Artikel 21 Intrekkings- en wijzigingsgronden

  • 1. Zolang de subsidie niet is vastgesteld, kan het college de subsidieverlening intrekken of ten nadele van de eigenaar wijzigen, indien:

    • a.

      de instandhoudingswerkzaamheden waarvoor subsidie is verleend niet of niet geheel hebben plaatsgevonden of zullen plaatsvinden;

    • b.

      de eigenaar niet heeft voldaan aan de aan de subsidie verbonden verplichtingen;

    • c.

      de eigenaar onjuiste of onvolledige gegevens heeft verstrekt en de verstrekking van juiste of volledige gegevens tot een andere beschikking op de aanvraag tot subsidieverlening zou hebben geleid;

    • d.

      de subsidieverlening anderszins onjuist was en de eigenaar dit wist of behoorde te weten; of

    • e.

      een beroep wordt gedaan op de voorwaarde uit hoofde van artikel 14 lid 1 dat voldoende gelden ter beschikking worden gesteld.

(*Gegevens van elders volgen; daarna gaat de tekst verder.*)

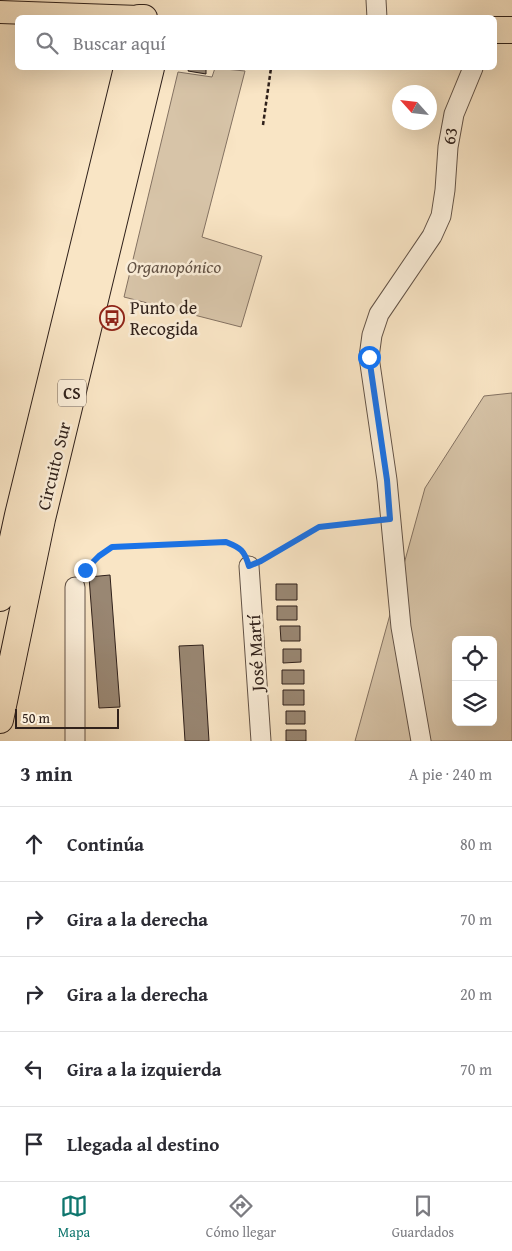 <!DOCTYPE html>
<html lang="es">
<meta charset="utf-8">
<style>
:root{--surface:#fff;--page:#f7f7f7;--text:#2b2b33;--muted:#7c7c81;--line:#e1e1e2;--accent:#0f766e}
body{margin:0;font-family:"Gentium Book Plus",serif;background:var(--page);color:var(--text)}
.controls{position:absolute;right:15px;bottom:15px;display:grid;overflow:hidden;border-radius:8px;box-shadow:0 5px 20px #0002}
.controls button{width:45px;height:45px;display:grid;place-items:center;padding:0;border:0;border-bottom:1px solid var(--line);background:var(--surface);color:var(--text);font:25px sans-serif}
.compass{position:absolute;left:392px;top:85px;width:45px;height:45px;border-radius:50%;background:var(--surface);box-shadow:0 5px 20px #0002;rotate:297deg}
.scale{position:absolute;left:15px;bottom:12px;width:104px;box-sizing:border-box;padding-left:5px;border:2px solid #30211b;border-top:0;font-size:14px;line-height:18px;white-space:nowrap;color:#30211b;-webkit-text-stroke:4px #fbeed9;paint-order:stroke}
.stop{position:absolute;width:15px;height:15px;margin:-11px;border:4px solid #1a73e8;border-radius:50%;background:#fff}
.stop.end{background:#1a73e8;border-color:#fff;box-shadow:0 1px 5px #0008}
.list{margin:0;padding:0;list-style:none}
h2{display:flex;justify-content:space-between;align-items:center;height:65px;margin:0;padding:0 20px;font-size:21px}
h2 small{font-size:16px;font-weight:400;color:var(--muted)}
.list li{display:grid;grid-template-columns:32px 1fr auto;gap:15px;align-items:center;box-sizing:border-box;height:75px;padding:0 20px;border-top:1px solid var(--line)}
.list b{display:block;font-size:19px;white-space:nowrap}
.list em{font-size:16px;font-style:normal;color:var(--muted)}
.icon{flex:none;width:28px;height:28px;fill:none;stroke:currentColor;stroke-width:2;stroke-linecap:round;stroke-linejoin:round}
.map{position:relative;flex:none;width:512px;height:741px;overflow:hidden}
.search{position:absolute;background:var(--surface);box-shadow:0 5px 20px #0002;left:15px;right:15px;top:15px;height:55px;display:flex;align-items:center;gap:12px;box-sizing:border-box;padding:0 18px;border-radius:8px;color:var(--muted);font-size:19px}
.sheet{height:440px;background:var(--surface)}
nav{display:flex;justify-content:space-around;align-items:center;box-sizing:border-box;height:70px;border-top:1px solid var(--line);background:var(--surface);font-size:14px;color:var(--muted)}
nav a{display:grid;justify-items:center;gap:2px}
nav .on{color:var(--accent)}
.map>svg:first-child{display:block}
.green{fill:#d7c4a8;stroke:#847262;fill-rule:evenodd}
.building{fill:#998773;stroke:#30211b}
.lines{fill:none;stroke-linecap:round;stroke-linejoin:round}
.minor-casing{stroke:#625246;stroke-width:21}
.major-casing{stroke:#30211b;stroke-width:24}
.highway-casing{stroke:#30211b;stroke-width:28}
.path{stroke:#30211b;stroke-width:2.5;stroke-dasharray:4 2.5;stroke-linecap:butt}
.minor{stroke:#fbeed9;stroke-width:19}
.major{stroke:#f9e5c5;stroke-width:22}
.highway{stroke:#f9e5c5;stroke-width:26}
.route{stroke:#1a73e8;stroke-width:6}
.labels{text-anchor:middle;stroke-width:5;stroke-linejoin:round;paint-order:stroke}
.shield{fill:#fbeed9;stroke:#6d5e54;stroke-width:1}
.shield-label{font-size:16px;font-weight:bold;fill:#30211b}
.street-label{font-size:18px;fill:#30211b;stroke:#fbeed9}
.park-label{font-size:18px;font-style:italic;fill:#625245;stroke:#fbeed9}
.poi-label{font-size:18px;fill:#30211b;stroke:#fbeed9;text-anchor:start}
</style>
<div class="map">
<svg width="512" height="741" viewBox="0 0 512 741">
<rect width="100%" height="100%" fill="#f9e5c5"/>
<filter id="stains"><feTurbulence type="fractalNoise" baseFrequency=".004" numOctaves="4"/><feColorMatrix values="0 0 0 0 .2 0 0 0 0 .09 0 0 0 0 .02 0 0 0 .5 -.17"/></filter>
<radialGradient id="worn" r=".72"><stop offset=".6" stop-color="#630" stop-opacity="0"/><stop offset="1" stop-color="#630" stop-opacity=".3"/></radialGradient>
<!-- green -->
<path class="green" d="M215,68l30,3 -43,166 60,19 -21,71 -117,-30 54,-225 34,5z
M512,393v348h-157l70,-253 59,-92zM456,640h37v82h-37z"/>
<!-- building -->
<path class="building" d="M189,68h17v6l-18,-3z
M110,575l10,132 -21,1 -10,-131z
M276,584h21v16h-21z
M277,606h20v14h-20z
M280,626h20v15h-19z
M203,645l6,96h-24l-6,-95z
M283,649h18v13l-18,1z
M282,670h22v14h-22z
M283,690h21v15h-21z
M286,711h19v13h-19z
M286,730h20v11h-20z"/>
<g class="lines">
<defs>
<path id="minor" d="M376,0l1,18
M249,566l12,175
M75,741v-154
M421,741l-20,-114 -14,-147 -18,-123 3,-22 7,-21 53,-78 9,-20 4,-26 3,-43 6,-33 19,-46"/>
<path id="major" d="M0,12l139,5"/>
<path id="highway" d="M139,18h5
M494,30h18
M0,598l18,-83 109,-447
M0,720l42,-201 109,-451"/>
</defs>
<!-- minor casing -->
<use href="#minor" class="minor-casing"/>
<!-- major casing -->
<use href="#major" class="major-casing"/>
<!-- highway casing -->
<use href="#highway" class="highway-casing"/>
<!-- path -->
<path class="path" d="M263,125l8,-57
M262,561l57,-34 55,-7
M82,575l17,-19 13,-9 115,-5 16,9"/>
<!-- minor -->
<use href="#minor" class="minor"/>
<!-- major -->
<use href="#major" class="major"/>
<!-- highway -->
<use href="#highway" class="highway"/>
</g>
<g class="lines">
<!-- route -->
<path class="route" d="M85,570l14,-14 13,-9 114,-5c15,6 18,8 23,24l12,-5 58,-34 71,-8 -3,-39 -18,-123"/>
</g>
<!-- icons -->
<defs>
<symbol id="bus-ring" viewBox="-11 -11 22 22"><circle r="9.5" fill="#fbeed9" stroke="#8f2418" stroke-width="1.5"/><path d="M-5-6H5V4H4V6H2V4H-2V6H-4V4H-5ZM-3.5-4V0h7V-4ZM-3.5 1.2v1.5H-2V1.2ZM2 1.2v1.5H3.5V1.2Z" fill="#8f2418"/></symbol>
</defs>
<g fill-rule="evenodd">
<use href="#bus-ring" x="98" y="304" width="28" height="28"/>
</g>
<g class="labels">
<!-- shield labels -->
<rect class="shield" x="58" y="379.5" width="28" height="27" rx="4"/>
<g class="shield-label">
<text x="72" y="399">CS</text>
</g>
<!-- street labels -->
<g class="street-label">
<text transform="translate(450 136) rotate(-81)" y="6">63</text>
<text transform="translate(54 466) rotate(-76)" y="6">Circuito Sur</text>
<text transform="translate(256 653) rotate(-93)" y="6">José Martí</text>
</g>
<!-- park labels -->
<g class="park-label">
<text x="174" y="273">Organopónico</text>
</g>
<!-- poi labels -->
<g class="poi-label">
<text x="130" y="314">Punto de<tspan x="130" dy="21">Recogida</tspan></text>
</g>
</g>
<rect width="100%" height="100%" filter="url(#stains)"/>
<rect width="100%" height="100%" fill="url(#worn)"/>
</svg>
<div class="controls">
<button><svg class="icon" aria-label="locate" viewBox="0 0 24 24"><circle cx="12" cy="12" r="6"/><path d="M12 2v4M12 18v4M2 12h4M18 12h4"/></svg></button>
<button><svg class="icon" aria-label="layers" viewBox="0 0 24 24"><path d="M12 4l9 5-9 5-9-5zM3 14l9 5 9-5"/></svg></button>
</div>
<svg class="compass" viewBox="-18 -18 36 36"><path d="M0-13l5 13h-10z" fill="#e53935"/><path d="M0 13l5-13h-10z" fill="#7c7c81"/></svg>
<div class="scale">50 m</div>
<div class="stop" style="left:369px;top:357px"></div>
<div class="stop end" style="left:85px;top:570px"></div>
<div class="search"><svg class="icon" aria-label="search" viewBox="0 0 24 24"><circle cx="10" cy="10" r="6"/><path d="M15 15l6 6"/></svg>Buscar aquí</div>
</div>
<section class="sheet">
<h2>3 min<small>A pie · 240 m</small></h2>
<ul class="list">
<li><svg class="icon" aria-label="ahead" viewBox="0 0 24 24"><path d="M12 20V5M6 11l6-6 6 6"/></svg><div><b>Continúa</b></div><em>80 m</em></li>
<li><svg class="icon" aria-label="right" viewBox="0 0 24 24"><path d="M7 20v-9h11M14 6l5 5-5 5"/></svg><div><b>Gira a la derecha</b></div><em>70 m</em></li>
<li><svg class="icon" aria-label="right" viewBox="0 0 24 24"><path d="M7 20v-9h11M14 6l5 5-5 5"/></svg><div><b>Gira a la derecha</b></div><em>20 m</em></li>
<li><svg class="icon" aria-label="left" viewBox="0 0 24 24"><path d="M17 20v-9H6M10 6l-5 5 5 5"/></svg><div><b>Gira a la izquierda</b></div><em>70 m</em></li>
<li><svg class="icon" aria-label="arrive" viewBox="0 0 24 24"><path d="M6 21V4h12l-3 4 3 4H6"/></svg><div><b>Llegada al destino</b></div></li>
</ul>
</section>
<nav>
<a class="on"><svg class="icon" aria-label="map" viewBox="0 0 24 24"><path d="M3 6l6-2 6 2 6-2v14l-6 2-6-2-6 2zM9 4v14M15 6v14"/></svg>Mapa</a>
<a><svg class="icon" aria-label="directions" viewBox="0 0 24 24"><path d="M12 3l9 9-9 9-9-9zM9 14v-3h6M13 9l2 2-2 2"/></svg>Cómo llegar</a>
<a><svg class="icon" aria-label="saved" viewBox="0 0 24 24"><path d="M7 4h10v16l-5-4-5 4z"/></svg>Guardados</a>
</nav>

  • 2. Het college kan de subsidievaststelling intrekken of ten nadele van de eigenaar wijzigen:

    • a.

      op grond van feiten of omstandigheden waarvan het bij de subsidievaststelling redelijkerwijs niet op de hoogte kon zijn en op grond waarvan de subsidie lager dan overeenkomstig de subsidieverlening zou zijn vastgesteld;

    • b.

      indien de subsidievaststelling onjuist was en de eigenaar dit wist of behoorde te weten; of

    • c.

      indien de eigenaar na de subsidievaststelling niet heeft voldaan aan de aan de subsidie verbonden verplichtingen.

Paragraaf 7 Overgangs- en slotbepalingen

Artikel 22 Hardheidsclausule

Het college kan in bijzondere gevallen ten gunste van de eigenaar van het bepaalde in deze verordening afwijken, indien toepassing daarvan tot onbillijkheden van overwegende aard leidt.

Artikel 23 Citeertitel en Inwerkingtreding

  • 1. Deze verordening kan worden aangehaald als "Erfgoedsubsidieverordening".

  • 2. Deze verordening treedt op 1 juli 2009 in werking.

Ondertekening

Aldus vastgesteld in de openbare raadsvergadering van 28 mei 2009.